> Task instructions: Compute how many lines in the entries below contain "startOffset", and output nothing but the number.

*** Provided data ***

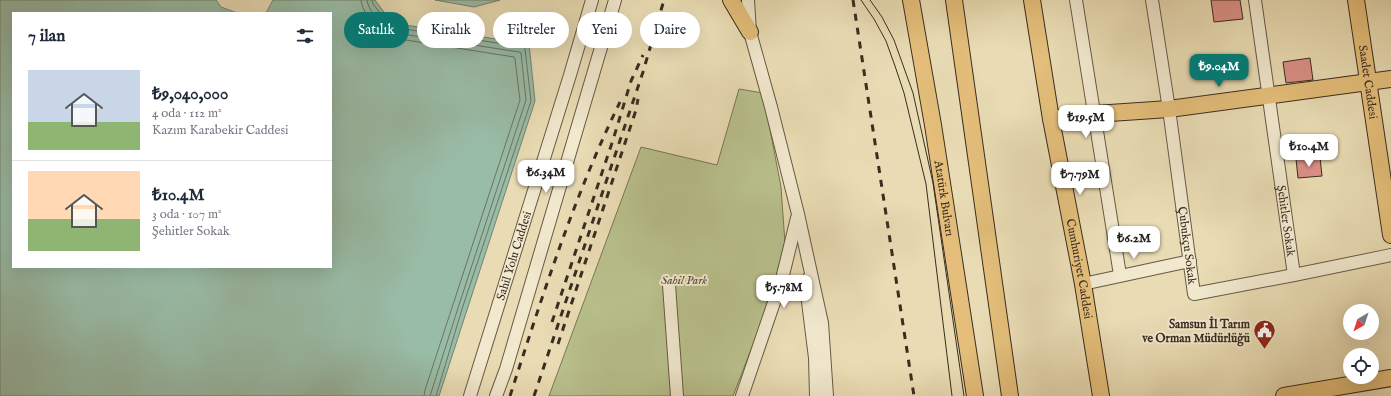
<!DOCTYPE html>
<html lang="tr">
<head>
<meta charset="utf-8">
<style>
  body { margin:0; font-family:"IM FELL English",serif; background:#f2f2f3; color:#1f2937; height:100vh; display:flex; flex-direction:column; font-size:15px; white-space:nowrap }
  * { box-sizing:border-box; margin:0 }
  p { font-size:13px; color:#747a83 }
  .icon { flex:none; width:22px; height:22px; fill:none; stroke:currentColor; stroke-width:2; stroke-linecap:round; stroke-linejoin:round }
  .map { position:relative; flex:1; overflow:hidden }
  .drawer { position:absolute; left:12px; top:12px; width:320px; height:256px; display:flex; flex-direction:column; background:#fff; border-radius:0px; box-shadow:0 4px 16px #0002 }
  .drawer>* { flex:none }
  .guide { position:absolute; left:344px; top:12px; width:380px; height:36px; display:flex; gap:8px }
  .needle { width:26px; rotate:219deg }
  .controls { position:absolute; left:1343px; top:304px; display:grid; gap:8px }
  .controls a { display:grid; place-items:center; width:36px; height:36px; border-radius:50%; background:#fff; box-shadow:0 4px 16px #0002; font-size:20px }
  .price { position:absolute; translate:-50% -34px; padding:0 9px; border-radius:8px; background:#fff; color:#222; font-size:13px; line-height:26px; filter:drop-shadow(0 1px 2px #0008) }
  .price::after { content:''; position:absolute; left:50%; top:24px; width:12px; height:9px; margin-left:-6px; background:inherit; clip-path:polygon(0 0,100% 0,50% 100%) }
  .price.selected { background:#0f766e; color:#fff }
  ul { padding:0; list-style:none }
  li { display:flex; align-items:center; gap:12px; height:100px; padding:0 16px }
  li+li { border-top:1px solid #e0e1e3 }
  li span { display:grid; place-items:center; flex:none; width:112px; height:80px; border-radius:0px; color:#555 }
  li>.icon { margin-inline-start:auto }
  span .icon { width:48px; height:48px; fill:#fffc; stroke-width:1 }
  li b { font-size:17px }
  h2 { display:flex; justify-content:space-between; align-items:center; height:48px; padding:0 16px; font-size:17px }
  .chip { padding:0 14px; border-radius:18px; background:#fff; box-shadow:0 4px 16px #0002; font-size:14px; line-height:36px }
  .chip.selected { background:#0f766e; color:#fff }
  .map>svg:first-child { display:block }
</style>
</head>
<body>
<div class="map">
<svg width="1391" height="396" viewBox="0 0 1391 396">
  <rect width="100%" height="100%" fill="#e9dcb4"/>
  <filter id="stains"><feTurbulence type="fractalNoise" baseFrequency=".005" numOctaves="4"/><feColorMatrix values="0 0 0 0 .2 0 0 0 0 .09 0 0 0 0 .02 0 0 0 .5 -.17"/></filter>
  <radialGradient id="worn" r=".72"><stop offset=".6" stop-color="#630" stop-opacity="0"/><stop offset="1" stop-color="#630" stop-opacity=".3"/></radialGradient>
  <path fill="#b8c08c" stroke="#797656" d="M739,89L763,93L781,187L785,243L768,306L733,396H549L641,147L717,165Z"/>
  <g fill="#99bca7" stroke="#738371">
    <path d="M0,0H216L221,7L237,13H13V267H331V13H262H266L273,0H375L392,23L529,44L535,101L439,396H0Z"/>
    <path d="M435,0H500L474,7Z"/>
  </g>
  <g fill="none" stroke-linecap="round" stroke-linejoin="round">
    <g stroke="#6a7464" stroke-width="1">
      <path d="M361,0C361,10 378,33 387,37L514,57L515,59L520,100L425,390L424,396"/>
      <path d="M367,0C367,8 382,28 389,32L519,52L521,53L526,100L458,308L430,396"/>
      <path d="M372,0L373,4L391,27L524,47L525,49L531,101L462,309L436,396"/>
    </g>
  </g>
  <g fill="#db9087" stroke="#3a2d20">
    <path d="M1211,0H1240L1243,19L1214,22Z"/>
    <path d="M1310,58L1313,80L1286,83L1283,62Z"/>
    <path d="M1320,157L1322,176L1298,178L1296,159Z"/>
  </g>
  <g fill="none" stroke-linecap="round" stroke-linejoin="round">
    <defs>
      <g id="minor">
        <path d="M748,0L750,32L771,107L798,214L822,323L827,396"/>
        <path d="M1076,0L1120,275"/>
        <path id="s1" d="M1152,0L1169,109L1194,294L1294,275L1391,255"/>
        <path id="s2" d="M1255,0L1294,275"/>
        <path d="M809,278L807,294L815,358L816,396"/>
        <path d="M1083,284L1190,261"/>
        <path d="M669,285L677,396"/>
        <path id="s3" d="M470,396L570,75L592,0"/>
        <path d="M496,396L506,369L615,0"/>
        <path d="M742,396L782,279L797,218"/>
      </g>
      <g id="major">
        <path d="M731,0L750,32"/>
        <path id="s4" d="M911,0L933,125L975,396"/>
        <path d="M954,0L1010,396"/>
        <path id="s5" d="M1032,0L1051,119L1083,284L1101,396"/>
        <path id="s6" d="M1356,0L1391,235"/>
        <path d="M1051,119L1095,114L1169,109L1391,79"/>
        <path d="M1284,396L1391,378"/>
      </g>
    </defs>
    <use href="#minor" stroke="#665945" stroke-width="14"/>
    <use href="#major" stroke="#3a2d20" stroke-width="18"/>
    <use href="#minor" stroke="#f1e8ce" stroke-width="12"/>
    <use href="#major" stroke="#e4be7a" stroke-width="16"/>
    <g stroke="#3a2d20" stroke-width="1">
      <path d="M861,0L874,19L886,41L895,66L904,93L926,184L952,396"/>
      <path d="M870,0L882,17L894,40L913,93L933,183L964,396"/>
    </g>
    <g stroke="#3a2d20" stroke-width="3" stroke-dasharray="7 7" stroke-linecap="butt">
      <path d="M853,0L914,396"/>
      <path d="M552,322L613,140L631,81L643,55"/>
      <path d="M558,344L636,110L638,99"/>
      <path d="M510,396C542,297 574,196 620,102"/>
      <path d="M534,396L643,72L664,0"/>
    </g>
  </g>
  <defs>
    <symbol id="civic-pin" viewBox="-11 -11 22 30"><path d="M0 17L-7.5 6A9.5 9.5 0 1 1 7.5 6Z" fill="#8f2418" stroke="#f1e8ce"/><path d="M-.6-6.5H3V-4.5H.6V-3L4-1V1h2V6H-6V1h2V-1L-.6-3ZM-1.2 2.5V6h2.4V2.5Z" fill="#fff"/></symbol>
  </defs>
  <g fill-rule="evenodd">
    <use href="#civic-pin" x="1252" y="318" width="25" height="34"/>
  </g>
  <g text-anchor="middle" dominant-baseline="central" stroke-width="4" stroke-linejoin="round" paint-order="stroke">
    <g font-size="12" fill="#3a2d20" stroke="#f1e8ce">
      <text stroke="none"><textPath href="#s6" startOffset="83">Saadet Caddesi</textPath></text>
      <text stroke="none"><textPath href="#s4" startOffset="201">Atatürk Bulvarı</textPath></text>
      <text stroke="none"><textPath href="#s2" startOffset="223">Şehitler Sokak</textPath></text>
      <text stroke="none"><textPath href="#s1" startOffset="248">Çubukçu Sokak</textPath></text>
      <text stroke="none"><textPath href="#s3" startOffset="147">Sahil Yolu Caddesi</textPath></text>
      <text stroke="none"><textPath href="#s5" startOffset="273">Cumhuriyet Caddesi</textPath></text>
    </g>
    <g font-size="12" font-style="italic" fill="#534a36" stroke="#f1e8ce">
      <text x="684" y="280">Sahil Park</text>
    </g>
    <g font-size="12" font-weight="bold" fill="#3a2d20" stroke="#f1e8ce" text-anchor="end">
      <text x="1250" y="324">Samsun İl Tarım<tspan x="1250" dy="14">ve Orman Müdürlüğü</tspan></text>
    </g>
  </g>
  <rect width="100%" height="100%" filter="url(#stains)"/>
  <rect width="100%" height="100%" fill="url(#worn)"/>
</svg>
<div class="controls">
<a><svg class="needle" viewBox="-14 -14 28 28"><path d="M0-13l5 13h-10z" fill="#e53935"/><path d="M0 13l5-13h-10z" fill="#747a83"/></svg></a>
<a><svg class="icon" aria-label="locate" viewBox="0 0 24 24"><circle cx="12" cy="12" r="6"/><path d="M12 2v4M12 18v4M2 12h4M18 12h4"/></svg></a>
</div>
<b class="price selected" style="left:1219px;top:88px">₺9.04M</b>
<b class="price" style="left:1086px;top:139px">₺19.5M</b>
<b class="price" style="left:1309px;top:168px">₺10.4M</b>
<b class="price" style="left:546px;top:194px">₺6.34M</b>
<b class="price" style="left:1080px;top:196px">₺7.79M</b>
<b class="price" style="left:1134px;top:260px">₺6.2M</b>
<b class="price" style="left:784px;top:309px">₺5.78M</b>
<div class="guide">
<a class="chip selected">Satılık</a>
<a class="chip">Kiralık</a>
<a class="chip">Filtreler</a>
<a class="chip">Yeni</a>
<a class="chip">Daire</a>
</div>
<section class="drawer">
<h2>7 ilan<svg class="icon" aria-label="filters" viewBox="0 0 24 24"><path d="M4 7h16M4 17h16"/><circle cx="9" cy="7" r="2"/><circle cx="15" cy="17" r="2"/></svg></h2>
<ul>
<li><span style="background:linear-gradient(#c9d6e8 65%,#8fb573 0)"><svg class="icon" aria-label="home" viewBox="0 0 24 24"><path d="M3 11l9-7 9 7M6 9v11h12V9"/></svg></span><div><b>₺9,040,000</b><p>4 oda · 112 m²</p><p>Kazım Karabekir Caddesi</p></div></li>
<li><span style="background:linear-gradient(#ffd9b3 60%,#8fb573 0)"><svg class="icon" aria-label="home" viewBox="0 0 24 24"><path d="M3 11l9-7 9 7M6 9v11h12V9"/></svg></span><div><b>₺10.4M</b><p>3 oda · 107 m²</p><p>Şehitler Sokak</p></div></li>
</ul>
</section>
</div>
</body>
</html>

*** End of Provided data ***

> Exercise solution: 6